**INPUT DATA:**
***
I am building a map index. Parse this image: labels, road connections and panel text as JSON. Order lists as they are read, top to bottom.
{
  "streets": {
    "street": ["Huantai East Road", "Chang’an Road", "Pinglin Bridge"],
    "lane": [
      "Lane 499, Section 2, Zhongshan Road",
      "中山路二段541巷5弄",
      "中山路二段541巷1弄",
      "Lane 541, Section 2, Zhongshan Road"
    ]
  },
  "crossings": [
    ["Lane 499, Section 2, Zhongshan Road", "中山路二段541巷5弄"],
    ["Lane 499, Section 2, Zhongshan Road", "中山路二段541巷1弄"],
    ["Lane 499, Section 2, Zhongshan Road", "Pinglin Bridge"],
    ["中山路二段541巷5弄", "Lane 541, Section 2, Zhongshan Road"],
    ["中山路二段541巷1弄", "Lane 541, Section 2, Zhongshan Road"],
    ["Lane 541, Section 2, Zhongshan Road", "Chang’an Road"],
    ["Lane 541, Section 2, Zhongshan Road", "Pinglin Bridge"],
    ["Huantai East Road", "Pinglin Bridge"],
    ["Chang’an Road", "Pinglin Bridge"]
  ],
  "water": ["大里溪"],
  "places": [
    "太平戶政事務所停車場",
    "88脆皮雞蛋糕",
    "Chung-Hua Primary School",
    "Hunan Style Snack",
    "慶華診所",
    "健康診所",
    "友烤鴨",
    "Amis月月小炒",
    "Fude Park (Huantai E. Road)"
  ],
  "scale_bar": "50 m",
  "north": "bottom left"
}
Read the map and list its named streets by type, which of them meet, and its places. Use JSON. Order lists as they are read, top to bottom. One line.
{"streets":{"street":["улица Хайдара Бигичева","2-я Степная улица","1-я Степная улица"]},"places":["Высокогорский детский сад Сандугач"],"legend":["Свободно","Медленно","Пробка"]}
***
**TO DO:** Set the records above down again, exactly as they read.

**TASK RESPONSE:**
I am building a map index. Parse this image: labels, road connections and panel text as JSON. Order lists as they are read, top to bottom.
{
  "streets": {
    "street": ["Huantai East Road", "Chang’an Road", "Pinglin Bridge"],
    "lane": [
      "Lane 499, Section 2, Zhongshan Road",
      "中山路二段541巷5弄",
      "中山路二段541巷1弄",
      "Lane 541, Section 2, Zhongshan Road"
    ]
  },
  "crossings": [
    ["Lane 499, Section 2, Zhongshan Road", "中山路二段541巷5弄"],
    ["Lane 499, Section 2, Zhongshan Road", "中山路二段541巷1弄"],
    ["Lane 499, Section 2, Zhongshan Road", "Pinglin Bridge"],
    ["中山路二段541巷5弄", "Lane 541, Section 2, Zhongshan Road"],
    ["中山路二段541巷1弄", "Lane 541, Section 2, Zhongshan Road"],
    ["Lane 541, Section 2, Zhongshan Road", "Chang’an Road"],
    ["Lane 541, Section 2, Zhongshan Road", "Pinglin Bridge"],
    ["Huantai East Road", "Pinglin Bridge"],
    ["Chang’an Road", "Pinglin Bridge"]
  ],
  "water": ["大里溪"],
  "places": [
    "太平戶政事務所停車場",
    "88脆皮雞蛋糕",
    "Chung-Hua Primary School",
    "Hunan Style Snack",
    "慶華診所",
    "健康診所",
    "友烤鴨",
    "Amis月月小炒",
    "Fude Park (Huantai E. Road)"
  ],
  "scale_bar": "50 m",
  "north": "bottom left"
}
Read the map and list its named streets by type, which of them meet, and its places. Use JSON. Order lists as they are read, top to bottom. One line.
{"streets":{"street":["улица Хайдара Бигичева","2-я Степная улица","1-я Степная улица"]},"places":["Высокогорский детский сад Сандугач"],"legend":["Свободно","Медленно","Пробка"]}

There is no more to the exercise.